From Fall 2007 to Summer 2013, I was a graduate student in the Department of Physics and Astronomy at Rutgers University.

Physics for the Humanities and Social Sciences

In Spring 2013, along with Michael Manhart, Simon Knapen, and Deepak Iyer, (and under the guidance of Prof. Saurabh Jha), I taught Concepts of Physics for the Humanities and Social Sciences. This course was an experiment by the Rutgers Physics Department to allow four graduate students to completely re-design and teach the physics for non-majors course. Here's our syllabus and twitter feed.

In the couse, I taught approximately 100 students to use physics principles such as energy conservation to develop useful models and make order of magnitude estimates to quantitatively undertand our energy use, and assess whether the United States can meet its energy needs from renewable resources.
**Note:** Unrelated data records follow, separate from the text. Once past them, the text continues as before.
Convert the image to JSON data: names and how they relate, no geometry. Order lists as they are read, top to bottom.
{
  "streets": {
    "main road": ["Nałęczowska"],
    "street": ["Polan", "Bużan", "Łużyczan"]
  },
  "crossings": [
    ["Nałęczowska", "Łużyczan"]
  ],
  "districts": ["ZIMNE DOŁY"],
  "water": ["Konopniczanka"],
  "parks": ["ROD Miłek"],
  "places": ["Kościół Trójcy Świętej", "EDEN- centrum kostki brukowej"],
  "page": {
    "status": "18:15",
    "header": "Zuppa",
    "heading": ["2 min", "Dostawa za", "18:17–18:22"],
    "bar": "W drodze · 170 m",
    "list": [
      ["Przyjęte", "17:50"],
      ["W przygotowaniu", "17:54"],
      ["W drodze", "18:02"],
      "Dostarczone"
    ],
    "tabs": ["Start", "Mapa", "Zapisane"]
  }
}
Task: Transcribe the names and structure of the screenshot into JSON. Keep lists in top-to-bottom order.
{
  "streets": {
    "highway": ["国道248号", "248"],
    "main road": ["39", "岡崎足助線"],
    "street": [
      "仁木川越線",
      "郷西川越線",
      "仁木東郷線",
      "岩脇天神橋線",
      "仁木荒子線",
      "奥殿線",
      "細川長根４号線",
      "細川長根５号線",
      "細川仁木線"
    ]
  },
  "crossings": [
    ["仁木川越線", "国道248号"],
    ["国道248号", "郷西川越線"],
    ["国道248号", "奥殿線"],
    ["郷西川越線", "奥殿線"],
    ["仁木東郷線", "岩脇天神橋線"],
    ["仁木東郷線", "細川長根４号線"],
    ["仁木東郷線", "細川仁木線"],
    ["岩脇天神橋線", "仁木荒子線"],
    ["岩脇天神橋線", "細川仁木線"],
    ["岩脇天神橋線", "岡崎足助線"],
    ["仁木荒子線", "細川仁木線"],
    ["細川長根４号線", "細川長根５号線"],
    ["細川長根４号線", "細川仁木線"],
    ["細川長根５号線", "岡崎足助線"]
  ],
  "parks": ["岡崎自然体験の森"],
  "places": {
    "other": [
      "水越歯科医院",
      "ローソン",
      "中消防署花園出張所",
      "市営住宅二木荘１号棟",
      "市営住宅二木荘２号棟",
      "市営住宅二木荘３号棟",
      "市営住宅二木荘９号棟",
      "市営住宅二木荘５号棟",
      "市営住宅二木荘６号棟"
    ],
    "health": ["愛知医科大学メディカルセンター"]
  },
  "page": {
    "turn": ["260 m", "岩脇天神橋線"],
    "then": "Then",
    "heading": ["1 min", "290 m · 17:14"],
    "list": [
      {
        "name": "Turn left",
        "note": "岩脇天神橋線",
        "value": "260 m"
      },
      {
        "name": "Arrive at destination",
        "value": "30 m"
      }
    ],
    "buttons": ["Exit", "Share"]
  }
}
We used David Mackay's excellent textbook, Sustainable Energy Without the Hot Air.

We incorporated undergraduate learning assistants to facilitate peer discussion and collaboration, used iClickers & in-class workshops with PhET simulations for active learning, conducted case studies of local renewable energy projects such as the Rutgers Livingston Solar Farm, assigned blog post writing assignments where students critically assesses scientific claims, communicated science to a general audience, and peer reviewed each other's writing. We also video recorded our lectures and received teaching feedback from the undergraduate learning assistants and Prof. Saurabh Jha.

Our work was highlighted in the Rutgers School of Arts and Sciences Magazine, in the article, "For Students Dreading Science Class, a Quantum Leap Forward".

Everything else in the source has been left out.